• **WHAT TO DO**: Of the entries below, copy only those lines that contain the word "Constitución".

Saved entries:
= Beginning of Section =

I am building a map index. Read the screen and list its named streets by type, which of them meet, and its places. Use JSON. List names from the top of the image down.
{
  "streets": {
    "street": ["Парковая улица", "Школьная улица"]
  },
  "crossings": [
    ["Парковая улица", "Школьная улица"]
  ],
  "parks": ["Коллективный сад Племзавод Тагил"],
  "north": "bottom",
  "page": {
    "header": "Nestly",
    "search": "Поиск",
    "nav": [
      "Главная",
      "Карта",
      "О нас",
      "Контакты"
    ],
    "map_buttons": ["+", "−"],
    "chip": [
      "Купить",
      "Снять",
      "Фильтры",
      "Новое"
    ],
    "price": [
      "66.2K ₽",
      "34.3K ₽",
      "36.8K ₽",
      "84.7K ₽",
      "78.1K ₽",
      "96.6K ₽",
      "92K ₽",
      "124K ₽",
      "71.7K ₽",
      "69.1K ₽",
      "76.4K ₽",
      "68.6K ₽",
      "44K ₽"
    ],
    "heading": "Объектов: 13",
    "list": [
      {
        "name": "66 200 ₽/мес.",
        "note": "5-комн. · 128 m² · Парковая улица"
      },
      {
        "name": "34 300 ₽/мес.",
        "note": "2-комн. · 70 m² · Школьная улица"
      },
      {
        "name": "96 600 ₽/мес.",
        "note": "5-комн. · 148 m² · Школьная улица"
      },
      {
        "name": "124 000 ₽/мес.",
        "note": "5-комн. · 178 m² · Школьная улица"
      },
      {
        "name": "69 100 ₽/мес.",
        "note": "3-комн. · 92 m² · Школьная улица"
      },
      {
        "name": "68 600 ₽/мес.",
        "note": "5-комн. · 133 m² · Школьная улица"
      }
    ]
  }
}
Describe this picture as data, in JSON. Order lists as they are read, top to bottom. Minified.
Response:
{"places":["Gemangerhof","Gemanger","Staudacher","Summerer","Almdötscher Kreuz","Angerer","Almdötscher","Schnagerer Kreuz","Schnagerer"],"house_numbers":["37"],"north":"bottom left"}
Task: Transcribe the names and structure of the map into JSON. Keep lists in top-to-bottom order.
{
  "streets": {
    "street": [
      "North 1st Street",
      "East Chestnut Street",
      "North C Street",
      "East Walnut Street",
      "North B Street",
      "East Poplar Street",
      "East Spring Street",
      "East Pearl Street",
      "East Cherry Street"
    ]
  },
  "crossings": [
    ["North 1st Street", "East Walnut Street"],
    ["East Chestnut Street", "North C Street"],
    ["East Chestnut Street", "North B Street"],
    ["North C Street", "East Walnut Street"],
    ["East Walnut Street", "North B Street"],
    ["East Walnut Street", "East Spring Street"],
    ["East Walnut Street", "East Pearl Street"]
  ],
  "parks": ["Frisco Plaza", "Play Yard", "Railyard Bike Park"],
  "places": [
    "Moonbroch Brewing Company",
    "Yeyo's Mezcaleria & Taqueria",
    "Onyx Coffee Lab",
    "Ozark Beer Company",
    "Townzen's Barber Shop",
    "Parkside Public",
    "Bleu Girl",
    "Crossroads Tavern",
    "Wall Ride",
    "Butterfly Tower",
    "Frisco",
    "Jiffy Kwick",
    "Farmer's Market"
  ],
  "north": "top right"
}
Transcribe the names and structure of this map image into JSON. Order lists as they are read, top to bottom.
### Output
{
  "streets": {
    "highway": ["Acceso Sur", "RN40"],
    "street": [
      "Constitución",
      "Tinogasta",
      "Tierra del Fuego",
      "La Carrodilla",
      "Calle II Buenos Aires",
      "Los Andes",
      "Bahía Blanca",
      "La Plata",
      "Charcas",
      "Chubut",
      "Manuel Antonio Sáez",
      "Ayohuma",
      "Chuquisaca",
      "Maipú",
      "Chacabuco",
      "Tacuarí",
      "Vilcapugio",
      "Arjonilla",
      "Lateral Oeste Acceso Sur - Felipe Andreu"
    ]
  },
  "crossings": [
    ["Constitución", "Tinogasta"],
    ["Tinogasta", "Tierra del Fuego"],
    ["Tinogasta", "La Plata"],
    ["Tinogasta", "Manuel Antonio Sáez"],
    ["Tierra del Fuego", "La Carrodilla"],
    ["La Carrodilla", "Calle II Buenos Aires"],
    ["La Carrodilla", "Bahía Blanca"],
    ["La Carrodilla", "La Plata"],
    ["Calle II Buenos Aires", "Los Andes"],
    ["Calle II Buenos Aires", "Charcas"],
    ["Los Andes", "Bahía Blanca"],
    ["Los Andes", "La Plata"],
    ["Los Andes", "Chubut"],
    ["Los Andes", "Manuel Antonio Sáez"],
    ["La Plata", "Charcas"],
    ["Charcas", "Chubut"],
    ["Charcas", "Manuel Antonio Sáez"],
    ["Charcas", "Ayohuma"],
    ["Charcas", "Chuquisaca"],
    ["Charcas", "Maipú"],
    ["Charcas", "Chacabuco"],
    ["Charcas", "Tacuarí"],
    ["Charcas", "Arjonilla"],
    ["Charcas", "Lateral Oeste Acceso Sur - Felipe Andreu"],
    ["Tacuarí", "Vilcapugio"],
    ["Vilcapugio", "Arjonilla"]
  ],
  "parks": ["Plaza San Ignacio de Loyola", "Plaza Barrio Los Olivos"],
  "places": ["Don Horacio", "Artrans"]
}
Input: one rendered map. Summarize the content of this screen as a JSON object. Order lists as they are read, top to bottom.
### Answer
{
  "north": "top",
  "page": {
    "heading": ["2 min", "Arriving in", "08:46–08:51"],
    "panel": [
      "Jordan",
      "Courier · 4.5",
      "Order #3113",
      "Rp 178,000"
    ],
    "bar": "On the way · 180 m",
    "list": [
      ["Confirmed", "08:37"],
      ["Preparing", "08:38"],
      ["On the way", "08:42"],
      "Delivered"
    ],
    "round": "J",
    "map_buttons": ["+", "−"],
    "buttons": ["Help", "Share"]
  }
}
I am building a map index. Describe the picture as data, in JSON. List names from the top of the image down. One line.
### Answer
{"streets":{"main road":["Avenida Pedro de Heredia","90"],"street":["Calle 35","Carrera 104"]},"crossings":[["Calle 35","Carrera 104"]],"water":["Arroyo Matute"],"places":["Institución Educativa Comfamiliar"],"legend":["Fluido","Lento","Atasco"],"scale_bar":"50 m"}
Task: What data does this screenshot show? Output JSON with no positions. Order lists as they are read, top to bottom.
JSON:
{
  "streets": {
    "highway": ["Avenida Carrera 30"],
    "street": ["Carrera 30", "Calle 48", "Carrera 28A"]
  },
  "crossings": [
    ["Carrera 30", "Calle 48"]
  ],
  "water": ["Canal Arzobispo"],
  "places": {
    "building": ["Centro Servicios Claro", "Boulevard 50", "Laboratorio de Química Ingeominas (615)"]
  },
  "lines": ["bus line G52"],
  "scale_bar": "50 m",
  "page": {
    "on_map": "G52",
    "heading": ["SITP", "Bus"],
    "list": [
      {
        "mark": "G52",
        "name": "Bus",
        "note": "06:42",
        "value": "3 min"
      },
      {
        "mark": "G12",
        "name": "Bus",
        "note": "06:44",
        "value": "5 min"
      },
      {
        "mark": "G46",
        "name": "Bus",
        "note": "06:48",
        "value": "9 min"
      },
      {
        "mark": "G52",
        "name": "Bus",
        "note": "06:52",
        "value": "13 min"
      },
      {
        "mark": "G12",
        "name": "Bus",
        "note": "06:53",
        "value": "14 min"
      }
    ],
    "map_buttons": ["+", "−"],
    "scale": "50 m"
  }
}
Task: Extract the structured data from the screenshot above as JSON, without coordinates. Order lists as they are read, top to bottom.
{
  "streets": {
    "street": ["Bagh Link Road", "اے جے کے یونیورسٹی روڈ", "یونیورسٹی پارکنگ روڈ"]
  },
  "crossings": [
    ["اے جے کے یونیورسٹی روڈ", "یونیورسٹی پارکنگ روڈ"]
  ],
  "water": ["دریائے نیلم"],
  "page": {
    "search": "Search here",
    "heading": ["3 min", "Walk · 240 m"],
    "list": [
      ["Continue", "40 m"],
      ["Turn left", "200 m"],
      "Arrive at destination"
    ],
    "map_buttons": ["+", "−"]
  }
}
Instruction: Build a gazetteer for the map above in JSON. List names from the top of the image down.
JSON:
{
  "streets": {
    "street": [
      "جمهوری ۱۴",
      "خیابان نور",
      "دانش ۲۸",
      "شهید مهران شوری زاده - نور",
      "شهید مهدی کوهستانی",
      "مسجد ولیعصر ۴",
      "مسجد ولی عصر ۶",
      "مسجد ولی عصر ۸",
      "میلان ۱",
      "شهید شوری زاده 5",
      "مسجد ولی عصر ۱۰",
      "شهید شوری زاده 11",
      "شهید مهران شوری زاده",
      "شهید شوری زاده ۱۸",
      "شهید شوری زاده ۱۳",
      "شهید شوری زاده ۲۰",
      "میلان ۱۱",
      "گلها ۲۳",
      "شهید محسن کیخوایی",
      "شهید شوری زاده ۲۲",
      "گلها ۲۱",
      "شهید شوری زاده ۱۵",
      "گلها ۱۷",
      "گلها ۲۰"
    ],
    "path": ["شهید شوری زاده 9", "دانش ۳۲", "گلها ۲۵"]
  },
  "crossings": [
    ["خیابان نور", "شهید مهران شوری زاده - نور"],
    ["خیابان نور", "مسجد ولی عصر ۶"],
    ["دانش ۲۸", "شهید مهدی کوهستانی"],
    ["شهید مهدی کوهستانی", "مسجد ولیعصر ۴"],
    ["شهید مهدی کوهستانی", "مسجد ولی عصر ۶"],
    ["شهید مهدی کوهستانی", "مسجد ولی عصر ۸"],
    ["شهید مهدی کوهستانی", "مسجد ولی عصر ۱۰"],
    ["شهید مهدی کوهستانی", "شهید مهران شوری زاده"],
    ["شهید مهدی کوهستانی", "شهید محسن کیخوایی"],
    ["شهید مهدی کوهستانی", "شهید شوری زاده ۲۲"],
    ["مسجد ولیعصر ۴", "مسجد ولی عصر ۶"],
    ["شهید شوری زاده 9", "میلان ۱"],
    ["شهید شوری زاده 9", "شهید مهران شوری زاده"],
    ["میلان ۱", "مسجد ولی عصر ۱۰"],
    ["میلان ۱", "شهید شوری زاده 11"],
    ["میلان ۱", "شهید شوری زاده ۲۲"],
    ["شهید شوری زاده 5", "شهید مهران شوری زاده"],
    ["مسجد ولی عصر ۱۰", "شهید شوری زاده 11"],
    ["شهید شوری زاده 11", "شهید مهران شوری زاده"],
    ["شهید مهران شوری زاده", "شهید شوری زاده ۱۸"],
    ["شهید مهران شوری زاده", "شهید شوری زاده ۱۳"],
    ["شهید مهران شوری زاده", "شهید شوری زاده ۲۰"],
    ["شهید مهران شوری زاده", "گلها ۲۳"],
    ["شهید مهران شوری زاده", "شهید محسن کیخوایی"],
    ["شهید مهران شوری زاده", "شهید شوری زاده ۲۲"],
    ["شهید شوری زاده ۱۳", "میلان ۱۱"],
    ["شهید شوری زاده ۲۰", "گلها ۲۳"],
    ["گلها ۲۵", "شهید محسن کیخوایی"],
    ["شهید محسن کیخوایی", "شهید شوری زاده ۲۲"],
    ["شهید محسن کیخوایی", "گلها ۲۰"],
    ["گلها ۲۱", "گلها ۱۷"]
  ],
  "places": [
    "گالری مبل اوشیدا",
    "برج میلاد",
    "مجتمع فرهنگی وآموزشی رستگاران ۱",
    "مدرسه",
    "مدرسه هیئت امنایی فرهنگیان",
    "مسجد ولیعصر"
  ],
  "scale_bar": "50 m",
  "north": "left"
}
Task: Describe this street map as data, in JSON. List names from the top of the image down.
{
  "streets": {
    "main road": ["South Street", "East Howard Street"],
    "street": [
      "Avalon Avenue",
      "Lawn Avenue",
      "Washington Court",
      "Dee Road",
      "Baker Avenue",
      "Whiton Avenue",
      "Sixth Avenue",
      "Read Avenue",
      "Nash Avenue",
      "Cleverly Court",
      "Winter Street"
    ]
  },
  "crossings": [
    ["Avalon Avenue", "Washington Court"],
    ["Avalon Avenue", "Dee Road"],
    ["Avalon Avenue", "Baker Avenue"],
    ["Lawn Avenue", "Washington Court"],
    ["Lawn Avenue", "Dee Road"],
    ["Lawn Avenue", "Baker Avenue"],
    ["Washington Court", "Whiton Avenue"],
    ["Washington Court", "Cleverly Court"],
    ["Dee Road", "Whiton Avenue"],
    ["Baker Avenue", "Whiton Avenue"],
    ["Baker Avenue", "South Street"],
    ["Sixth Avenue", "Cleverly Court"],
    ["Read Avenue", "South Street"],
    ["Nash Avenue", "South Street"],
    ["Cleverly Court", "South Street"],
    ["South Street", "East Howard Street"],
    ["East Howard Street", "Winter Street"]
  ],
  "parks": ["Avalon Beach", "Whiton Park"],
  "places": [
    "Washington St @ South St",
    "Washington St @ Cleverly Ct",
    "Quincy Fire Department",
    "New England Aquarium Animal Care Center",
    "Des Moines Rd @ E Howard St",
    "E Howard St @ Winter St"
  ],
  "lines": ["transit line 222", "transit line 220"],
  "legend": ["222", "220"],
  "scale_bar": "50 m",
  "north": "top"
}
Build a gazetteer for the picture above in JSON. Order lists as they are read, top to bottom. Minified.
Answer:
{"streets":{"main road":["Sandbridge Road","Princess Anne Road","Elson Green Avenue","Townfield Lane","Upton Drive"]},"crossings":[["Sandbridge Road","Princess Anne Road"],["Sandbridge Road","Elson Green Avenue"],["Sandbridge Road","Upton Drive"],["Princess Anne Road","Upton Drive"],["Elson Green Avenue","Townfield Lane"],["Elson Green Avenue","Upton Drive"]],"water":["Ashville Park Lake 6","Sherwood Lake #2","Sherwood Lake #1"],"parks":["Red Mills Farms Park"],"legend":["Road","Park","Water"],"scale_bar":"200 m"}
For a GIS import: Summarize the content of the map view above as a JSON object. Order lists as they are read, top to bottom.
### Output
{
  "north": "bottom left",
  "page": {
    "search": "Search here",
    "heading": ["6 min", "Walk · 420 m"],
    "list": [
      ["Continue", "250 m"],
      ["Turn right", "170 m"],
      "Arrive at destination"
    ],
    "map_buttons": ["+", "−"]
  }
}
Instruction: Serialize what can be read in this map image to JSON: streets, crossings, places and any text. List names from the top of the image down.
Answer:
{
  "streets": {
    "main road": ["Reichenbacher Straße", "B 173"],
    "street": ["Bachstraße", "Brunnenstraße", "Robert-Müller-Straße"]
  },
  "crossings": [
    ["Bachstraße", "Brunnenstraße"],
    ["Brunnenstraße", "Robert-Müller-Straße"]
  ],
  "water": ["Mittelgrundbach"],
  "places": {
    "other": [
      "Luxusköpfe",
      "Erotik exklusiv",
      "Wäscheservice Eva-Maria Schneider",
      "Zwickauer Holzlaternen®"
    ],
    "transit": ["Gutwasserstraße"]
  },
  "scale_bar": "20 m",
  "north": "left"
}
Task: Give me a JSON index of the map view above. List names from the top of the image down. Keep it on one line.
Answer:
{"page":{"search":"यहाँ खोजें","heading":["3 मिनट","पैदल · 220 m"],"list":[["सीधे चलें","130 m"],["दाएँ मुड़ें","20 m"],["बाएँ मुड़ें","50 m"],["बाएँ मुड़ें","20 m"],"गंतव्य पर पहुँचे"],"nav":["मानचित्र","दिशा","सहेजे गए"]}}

= End of Section =

• **SOLUTION TO THE PROBLEM**:
      "Constitución",
    ["Constitución", "Tinogasta"],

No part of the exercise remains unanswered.